"Nessuna ricompensa" Solo per Misericordia

Presentato il film del regista Leandro Giribaldi dedicato alla confraternita. Otto secoli di dedizione al soccorso dei malati, dei feriti e dei bisognosi

di Giovanni Bogani

La storia della Misericordia. Cioè di quel gruppo di uomini che, da secoli, si occupano di soccorrere e curare chi sta male, chi soffre, chi è ammalato. Persone profondamente umane, anche se vestite in quel modo un po’ inquietante: un telo e un cappuccio, che lasciava scoperti solo due buchi per gli occhi. Ma sono stati questi strani figuri incappucciati a costituire il primo esempio di solidarietà organizzata, di compassione, di cura, di sostegno agli altri esseri umani.

Su questa storia – la storia della Confraternita della Misericordia – è stato presentato ieri sera al Mad–Murate Art District "Nessuna ricompensa", il film di Leandro Giribaldi, prodotto da Leone Multimedia, che racconta otto secoli di storia della confraternita. Il titolo riassume il principio fondamentale di tutti coloro che, per secoli, hanno soccorso malati, feriti, bisognosi. Non per ricevere qualcosa in cambio: non per denaro, ma per puro senso di carità. Cristiana, certamente. Ma, prima di tutto, umana.Questa è la vera misericordia: avere spazio nel proprio cuore per qualcun altro. E per questo si è chiamata Misericordia, la congregazione di "fratelli" provenienti da tutte le classi sociali che, in modo rigorosamente anonimo, hanno salvato le vite di milioni di uomini.

Raccontato dalla voce dell’attore Fabio Baronti, diretto da Leandro Giribaldi – autore di film sugli Angeli del fango dell’Alluvione di Firenze, sul pittore Giovanni Fattori e sugli altri Macchiaioli, sulle avanguardie artistiche del Novecento a Firenze – il film racconta in meno di un’ora la storia di un’istituzione che risale al Duecento.

La data ufficiale della fondazione della Misericordia è il 1244, per volontà di un frate domenicano, Pietro da Verona. Un frate appassionato, grazie al quale la confraternita si dedicò ad assistere i malati, a dar da mangiare agli affamati, ad alloggiare i pellegrini, a visitare gli infermi e a seppellire i morti. Un secolo dopo, nel 1348, la prova più tremenda. Far fronte alla alla peste di Firenze, quella descritta dal "Decameron" di Giovanni Boccaccio, che spazzò via metà della popolazione di Firenze. I confratelli si dedicarono a trasportare i malati sulle loro spalle, o con la "zana", una specie di cesta di vimini dove sistemavano il malato, trasportandolo come uno zaino.
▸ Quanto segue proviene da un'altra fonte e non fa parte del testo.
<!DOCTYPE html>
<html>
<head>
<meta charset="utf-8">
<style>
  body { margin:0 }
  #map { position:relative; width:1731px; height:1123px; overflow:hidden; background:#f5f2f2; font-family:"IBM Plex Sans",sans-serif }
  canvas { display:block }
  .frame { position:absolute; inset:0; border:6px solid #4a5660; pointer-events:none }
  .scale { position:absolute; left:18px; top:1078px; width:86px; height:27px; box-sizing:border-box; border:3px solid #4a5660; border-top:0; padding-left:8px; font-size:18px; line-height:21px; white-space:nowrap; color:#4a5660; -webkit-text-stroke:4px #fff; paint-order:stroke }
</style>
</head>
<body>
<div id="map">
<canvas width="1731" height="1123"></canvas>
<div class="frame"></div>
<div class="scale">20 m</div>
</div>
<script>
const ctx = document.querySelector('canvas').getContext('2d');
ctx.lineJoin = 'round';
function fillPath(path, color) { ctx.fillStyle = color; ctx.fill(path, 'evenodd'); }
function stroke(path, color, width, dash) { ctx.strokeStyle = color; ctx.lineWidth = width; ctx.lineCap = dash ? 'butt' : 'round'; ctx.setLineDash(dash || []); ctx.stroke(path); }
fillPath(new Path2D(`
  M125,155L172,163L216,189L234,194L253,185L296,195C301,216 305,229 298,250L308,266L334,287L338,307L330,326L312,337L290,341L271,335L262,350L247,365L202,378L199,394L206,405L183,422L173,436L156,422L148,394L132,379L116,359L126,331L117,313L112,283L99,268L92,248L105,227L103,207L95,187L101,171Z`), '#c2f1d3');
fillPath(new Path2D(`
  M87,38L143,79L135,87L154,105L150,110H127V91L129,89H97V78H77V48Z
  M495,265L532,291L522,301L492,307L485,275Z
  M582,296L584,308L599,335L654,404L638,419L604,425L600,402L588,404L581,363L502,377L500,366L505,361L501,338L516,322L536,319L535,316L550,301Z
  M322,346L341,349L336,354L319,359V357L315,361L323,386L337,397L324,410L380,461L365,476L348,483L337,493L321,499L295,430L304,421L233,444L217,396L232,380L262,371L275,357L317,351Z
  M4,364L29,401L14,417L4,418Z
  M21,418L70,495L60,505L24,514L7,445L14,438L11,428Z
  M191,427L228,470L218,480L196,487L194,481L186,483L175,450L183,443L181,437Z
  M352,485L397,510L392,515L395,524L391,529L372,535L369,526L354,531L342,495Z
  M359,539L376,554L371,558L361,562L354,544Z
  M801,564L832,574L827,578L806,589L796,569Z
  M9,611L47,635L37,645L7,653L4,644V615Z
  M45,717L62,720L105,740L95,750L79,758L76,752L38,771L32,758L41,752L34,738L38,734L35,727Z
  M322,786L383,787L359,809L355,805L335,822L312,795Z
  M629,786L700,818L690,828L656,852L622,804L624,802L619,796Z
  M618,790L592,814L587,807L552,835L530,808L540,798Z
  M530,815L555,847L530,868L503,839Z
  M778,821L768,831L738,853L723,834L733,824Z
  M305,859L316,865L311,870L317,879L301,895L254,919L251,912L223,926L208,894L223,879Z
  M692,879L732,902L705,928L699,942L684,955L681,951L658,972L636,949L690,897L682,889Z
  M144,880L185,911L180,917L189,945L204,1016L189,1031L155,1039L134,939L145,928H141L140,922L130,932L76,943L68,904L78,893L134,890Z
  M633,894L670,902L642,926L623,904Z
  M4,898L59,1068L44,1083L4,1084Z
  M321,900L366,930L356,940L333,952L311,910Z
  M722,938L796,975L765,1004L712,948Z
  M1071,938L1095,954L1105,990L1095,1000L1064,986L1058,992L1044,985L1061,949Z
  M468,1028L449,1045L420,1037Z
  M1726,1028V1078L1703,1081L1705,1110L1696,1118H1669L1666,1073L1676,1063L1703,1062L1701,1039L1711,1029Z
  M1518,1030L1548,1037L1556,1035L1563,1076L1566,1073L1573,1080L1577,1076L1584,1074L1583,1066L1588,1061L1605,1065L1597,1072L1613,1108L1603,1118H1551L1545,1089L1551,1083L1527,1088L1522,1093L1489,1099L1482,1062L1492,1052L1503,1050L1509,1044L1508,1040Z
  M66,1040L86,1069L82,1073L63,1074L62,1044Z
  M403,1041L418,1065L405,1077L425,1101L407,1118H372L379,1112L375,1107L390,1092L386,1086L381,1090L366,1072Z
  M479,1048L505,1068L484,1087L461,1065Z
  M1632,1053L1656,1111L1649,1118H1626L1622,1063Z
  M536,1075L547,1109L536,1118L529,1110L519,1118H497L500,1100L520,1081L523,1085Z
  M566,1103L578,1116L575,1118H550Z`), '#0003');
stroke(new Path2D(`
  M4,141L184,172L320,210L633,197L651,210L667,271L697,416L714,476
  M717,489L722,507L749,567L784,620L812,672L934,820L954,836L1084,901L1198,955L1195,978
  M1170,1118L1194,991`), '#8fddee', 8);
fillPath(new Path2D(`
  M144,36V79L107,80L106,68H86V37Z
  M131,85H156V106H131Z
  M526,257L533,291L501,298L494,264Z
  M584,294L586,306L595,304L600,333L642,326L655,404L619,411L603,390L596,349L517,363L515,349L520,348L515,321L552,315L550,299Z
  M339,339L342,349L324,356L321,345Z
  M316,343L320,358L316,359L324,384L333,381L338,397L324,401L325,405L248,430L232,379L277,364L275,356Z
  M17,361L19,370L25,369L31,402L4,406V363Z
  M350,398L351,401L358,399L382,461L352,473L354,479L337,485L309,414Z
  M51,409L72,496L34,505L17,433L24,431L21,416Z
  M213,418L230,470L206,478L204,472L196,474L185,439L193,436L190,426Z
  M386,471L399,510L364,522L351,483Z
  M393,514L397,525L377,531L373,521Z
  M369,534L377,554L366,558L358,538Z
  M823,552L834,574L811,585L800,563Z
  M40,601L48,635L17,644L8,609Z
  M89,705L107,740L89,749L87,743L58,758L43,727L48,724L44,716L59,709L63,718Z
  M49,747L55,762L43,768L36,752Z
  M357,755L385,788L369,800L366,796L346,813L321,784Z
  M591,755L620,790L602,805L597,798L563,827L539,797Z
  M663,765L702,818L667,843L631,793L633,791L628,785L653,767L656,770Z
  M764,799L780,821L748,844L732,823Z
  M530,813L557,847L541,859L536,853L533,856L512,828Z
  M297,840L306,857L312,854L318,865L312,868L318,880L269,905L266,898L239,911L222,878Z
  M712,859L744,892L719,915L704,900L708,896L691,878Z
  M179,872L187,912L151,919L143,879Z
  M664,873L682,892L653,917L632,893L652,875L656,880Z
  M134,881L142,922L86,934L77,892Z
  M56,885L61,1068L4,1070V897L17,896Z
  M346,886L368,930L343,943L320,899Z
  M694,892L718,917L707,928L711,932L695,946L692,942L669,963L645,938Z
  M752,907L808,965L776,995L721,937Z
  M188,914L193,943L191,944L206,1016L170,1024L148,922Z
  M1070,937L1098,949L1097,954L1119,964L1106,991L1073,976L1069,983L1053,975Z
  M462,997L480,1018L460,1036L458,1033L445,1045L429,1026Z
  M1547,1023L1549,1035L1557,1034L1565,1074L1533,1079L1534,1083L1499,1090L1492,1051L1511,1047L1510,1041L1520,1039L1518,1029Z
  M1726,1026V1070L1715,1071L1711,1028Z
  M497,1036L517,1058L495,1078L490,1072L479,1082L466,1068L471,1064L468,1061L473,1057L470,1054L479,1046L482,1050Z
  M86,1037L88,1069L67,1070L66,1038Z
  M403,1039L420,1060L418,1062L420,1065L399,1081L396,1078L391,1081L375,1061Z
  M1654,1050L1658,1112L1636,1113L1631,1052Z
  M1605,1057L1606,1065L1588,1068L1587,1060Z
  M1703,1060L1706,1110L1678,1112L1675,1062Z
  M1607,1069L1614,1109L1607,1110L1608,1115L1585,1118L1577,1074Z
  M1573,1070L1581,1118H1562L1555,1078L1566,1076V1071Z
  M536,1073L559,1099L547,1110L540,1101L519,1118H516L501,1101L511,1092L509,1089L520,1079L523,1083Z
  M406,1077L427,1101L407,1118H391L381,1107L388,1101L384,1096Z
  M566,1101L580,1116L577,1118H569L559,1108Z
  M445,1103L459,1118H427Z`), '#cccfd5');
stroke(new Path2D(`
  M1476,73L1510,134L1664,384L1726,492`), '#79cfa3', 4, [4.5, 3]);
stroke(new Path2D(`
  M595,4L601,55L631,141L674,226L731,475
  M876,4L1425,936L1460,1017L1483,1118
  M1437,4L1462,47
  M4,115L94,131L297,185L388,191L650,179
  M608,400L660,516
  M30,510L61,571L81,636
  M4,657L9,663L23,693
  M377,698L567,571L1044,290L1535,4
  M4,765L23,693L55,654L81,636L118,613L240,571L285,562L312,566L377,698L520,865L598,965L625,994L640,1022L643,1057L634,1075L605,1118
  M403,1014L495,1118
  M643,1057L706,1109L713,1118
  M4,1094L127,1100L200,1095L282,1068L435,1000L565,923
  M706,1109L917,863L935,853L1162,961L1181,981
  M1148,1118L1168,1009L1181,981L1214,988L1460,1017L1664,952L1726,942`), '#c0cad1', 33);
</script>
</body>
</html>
La storia di questi incappucciati benevoli prosegue, attraverso i secoli. Fra il 1915 e il 1918 saranno da accogliere i malati e i feriti della Prima guerra mondiale: poi quelli della seconda. E nei secoli, il soccorso e le cure rimarranno sempre gratuite. Perché il principio, importantissimo, è sempre quello: non si fa per soldi. Si fa perché si crede che ogni uomo abbia diritto a essere salvato.